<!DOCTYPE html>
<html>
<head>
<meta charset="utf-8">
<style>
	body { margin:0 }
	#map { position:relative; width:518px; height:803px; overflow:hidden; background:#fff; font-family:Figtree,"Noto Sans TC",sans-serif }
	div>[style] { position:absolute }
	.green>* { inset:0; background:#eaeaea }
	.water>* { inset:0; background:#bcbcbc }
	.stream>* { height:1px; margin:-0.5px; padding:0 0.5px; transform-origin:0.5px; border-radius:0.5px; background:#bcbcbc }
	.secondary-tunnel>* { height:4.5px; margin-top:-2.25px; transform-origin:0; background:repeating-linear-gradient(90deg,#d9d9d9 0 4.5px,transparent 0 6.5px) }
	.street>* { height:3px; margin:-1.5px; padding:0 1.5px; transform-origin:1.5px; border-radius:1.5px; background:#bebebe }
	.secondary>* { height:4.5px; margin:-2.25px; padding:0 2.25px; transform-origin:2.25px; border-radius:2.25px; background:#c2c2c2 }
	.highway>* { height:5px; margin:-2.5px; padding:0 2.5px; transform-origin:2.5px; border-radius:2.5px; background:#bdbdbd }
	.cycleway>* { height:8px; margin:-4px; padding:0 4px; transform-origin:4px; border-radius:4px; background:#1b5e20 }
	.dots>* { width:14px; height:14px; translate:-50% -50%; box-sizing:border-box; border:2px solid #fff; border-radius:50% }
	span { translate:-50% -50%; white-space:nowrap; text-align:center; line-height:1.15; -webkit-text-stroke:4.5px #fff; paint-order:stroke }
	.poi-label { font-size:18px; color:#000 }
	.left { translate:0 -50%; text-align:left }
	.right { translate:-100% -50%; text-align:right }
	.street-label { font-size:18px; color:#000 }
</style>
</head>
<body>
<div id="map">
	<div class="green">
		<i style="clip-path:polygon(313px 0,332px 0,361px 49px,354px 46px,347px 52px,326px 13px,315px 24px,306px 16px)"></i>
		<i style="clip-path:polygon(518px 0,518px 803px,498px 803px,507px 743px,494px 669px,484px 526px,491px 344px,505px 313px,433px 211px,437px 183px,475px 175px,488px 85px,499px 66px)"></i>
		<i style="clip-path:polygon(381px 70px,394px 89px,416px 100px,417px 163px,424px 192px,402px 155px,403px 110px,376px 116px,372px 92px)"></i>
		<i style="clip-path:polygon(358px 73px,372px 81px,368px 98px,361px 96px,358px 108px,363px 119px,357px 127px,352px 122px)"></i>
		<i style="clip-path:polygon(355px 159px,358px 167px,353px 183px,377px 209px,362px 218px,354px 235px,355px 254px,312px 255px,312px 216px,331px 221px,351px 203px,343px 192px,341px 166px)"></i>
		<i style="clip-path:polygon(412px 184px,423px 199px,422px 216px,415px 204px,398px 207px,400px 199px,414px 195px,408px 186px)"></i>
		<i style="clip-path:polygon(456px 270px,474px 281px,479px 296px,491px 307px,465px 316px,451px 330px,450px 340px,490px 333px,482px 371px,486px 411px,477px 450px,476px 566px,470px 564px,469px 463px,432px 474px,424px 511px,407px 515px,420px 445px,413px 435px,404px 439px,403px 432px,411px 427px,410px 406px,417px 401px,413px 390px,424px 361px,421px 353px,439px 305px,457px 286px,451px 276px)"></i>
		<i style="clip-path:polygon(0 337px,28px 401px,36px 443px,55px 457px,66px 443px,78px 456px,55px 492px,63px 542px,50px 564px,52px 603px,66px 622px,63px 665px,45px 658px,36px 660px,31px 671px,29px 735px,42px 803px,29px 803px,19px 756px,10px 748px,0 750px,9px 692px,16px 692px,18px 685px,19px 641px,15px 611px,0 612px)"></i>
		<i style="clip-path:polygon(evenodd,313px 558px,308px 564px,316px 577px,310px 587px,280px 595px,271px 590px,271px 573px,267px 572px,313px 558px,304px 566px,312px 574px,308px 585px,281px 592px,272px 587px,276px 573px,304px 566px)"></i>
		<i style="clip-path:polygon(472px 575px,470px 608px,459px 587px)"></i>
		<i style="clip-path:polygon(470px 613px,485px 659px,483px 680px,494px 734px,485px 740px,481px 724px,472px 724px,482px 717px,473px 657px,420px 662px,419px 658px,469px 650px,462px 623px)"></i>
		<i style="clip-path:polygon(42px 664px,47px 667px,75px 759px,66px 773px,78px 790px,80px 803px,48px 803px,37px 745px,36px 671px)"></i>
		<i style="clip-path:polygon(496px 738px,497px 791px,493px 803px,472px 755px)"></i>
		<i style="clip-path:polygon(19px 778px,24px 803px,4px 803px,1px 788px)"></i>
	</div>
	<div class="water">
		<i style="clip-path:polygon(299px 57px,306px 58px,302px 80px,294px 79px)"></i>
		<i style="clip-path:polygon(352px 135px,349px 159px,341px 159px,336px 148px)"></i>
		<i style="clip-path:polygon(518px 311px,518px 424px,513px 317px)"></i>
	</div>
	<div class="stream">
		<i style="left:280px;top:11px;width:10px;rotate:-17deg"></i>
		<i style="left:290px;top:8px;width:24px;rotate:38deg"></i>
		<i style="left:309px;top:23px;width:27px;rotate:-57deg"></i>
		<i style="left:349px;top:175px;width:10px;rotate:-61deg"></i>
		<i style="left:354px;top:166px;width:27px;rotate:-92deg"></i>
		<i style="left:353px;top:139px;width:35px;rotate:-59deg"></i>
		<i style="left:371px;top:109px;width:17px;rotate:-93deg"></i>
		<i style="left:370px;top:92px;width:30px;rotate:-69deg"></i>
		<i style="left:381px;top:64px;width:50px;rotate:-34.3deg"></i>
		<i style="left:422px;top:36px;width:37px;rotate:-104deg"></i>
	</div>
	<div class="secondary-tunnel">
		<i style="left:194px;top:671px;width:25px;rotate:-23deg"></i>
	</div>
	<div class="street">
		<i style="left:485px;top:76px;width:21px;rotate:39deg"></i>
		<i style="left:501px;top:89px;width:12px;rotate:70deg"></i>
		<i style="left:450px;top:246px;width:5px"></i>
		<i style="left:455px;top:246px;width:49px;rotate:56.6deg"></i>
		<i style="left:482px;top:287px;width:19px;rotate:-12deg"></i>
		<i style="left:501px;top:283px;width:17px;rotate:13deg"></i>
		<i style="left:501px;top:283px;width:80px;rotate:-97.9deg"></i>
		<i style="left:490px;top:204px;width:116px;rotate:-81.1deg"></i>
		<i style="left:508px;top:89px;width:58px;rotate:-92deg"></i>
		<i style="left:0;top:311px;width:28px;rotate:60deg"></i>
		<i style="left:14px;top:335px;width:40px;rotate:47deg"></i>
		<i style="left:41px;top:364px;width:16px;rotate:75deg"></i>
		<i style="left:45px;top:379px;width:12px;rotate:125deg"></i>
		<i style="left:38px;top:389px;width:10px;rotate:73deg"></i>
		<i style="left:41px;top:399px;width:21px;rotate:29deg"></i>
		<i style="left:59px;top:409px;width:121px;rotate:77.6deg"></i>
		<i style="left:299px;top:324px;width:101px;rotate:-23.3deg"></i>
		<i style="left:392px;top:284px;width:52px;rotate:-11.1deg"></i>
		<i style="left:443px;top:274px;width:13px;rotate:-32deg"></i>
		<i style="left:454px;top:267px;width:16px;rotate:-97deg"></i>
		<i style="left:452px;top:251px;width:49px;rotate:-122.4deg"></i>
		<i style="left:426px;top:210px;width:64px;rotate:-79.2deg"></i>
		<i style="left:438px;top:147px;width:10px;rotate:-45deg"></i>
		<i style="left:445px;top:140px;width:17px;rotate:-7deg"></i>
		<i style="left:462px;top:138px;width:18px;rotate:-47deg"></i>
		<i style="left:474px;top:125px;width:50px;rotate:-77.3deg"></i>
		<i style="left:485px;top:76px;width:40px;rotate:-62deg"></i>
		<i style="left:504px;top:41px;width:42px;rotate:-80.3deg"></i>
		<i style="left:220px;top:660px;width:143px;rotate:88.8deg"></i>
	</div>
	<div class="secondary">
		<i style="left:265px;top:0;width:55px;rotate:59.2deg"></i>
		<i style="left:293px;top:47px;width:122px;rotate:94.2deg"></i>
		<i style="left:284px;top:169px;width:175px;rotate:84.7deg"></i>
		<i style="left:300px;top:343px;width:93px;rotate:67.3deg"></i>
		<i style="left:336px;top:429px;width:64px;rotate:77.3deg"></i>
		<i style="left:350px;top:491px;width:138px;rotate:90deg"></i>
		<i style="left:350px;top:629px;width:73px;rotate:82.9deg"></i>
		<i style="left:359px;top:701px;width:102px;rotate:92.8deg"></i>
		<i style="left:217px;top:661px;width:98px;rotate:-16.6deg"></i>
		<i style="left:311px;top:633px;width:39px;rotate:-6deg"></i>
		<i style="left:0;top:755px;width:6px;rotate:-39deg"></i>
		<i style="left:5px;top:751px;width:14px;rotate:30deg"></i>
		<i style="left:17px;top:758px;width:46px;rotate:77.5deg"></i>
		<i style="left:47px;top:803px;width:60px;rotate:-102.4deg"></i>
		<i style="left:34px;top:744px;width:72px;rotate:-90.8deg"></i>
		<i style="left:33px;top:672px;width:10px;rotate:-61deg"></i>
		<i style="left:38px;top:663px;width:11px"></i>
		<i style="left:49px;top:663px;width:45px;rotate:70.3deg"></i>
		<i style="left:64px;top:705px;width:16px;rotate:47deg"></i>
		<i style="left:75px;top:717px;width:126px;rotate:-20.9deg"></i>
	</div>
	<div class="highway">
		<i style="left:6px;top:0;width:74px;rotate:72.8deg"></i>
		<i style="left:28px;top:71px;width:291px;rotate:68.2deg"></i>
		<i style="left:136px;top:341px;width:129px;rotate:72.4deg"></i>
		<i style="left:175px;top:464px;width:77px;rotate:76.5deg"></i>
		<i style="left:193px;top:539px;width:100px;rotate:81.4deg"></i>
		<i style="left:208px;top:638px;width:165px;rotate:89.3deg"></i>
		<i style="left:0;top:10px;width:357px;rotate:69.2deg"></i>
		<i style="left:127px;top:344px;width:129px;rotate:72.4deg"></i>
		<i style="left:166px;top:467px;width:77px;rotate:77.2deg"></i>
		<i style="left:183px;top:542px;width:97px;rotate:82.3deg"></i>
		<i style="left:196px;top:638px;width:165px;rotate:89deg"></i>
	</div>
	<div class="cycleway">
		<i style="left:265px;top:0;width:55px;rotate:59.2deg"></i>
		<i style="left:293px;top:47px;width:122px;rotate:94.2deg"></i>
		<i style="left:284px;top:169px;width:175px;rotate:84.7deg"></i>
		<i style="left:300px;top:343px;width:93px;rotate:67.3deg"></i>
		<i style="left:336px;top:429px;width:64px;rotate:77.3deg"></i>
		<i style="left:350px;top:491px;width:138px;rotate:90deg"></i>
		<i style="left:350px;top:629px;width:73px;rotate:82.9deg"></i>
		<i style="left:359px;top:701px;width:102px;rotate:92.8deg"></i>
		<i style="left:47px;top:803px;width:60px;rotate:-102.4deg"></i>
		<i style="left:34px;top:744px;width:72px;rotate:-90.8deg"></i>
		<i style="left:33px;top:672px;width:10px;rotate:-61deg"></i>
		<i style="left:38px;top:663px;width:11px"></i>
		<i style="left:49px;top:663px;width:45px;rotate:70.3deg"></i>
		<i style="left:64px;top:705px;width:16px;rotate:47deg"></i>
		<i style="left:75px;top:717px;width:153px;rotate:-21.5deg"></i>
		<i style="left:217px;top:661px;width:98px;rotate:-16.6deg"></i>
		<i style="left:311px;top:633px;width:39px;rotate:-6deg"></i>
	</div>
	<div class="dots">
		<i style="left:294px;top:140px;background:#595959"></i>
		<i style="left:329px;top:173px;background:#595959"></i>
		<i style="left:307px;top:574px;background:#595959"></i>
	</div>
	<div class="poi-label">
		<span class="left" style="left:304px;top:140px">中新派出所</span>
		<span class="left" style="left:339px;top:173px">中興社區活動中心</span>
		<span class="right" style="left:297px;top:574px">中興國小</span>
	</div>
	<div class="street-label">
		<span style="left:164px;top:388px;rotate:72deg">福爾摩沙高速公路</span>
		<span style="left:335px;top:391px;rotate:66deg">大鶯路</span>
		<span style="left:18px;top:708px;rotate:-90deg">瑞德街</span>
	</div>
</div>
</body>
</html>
******************************
- ABOUT THIS TASK: Determine the number of lines in the entries that contain "bcbcbc", then write that number alone.

- ANSWER SECTION: 2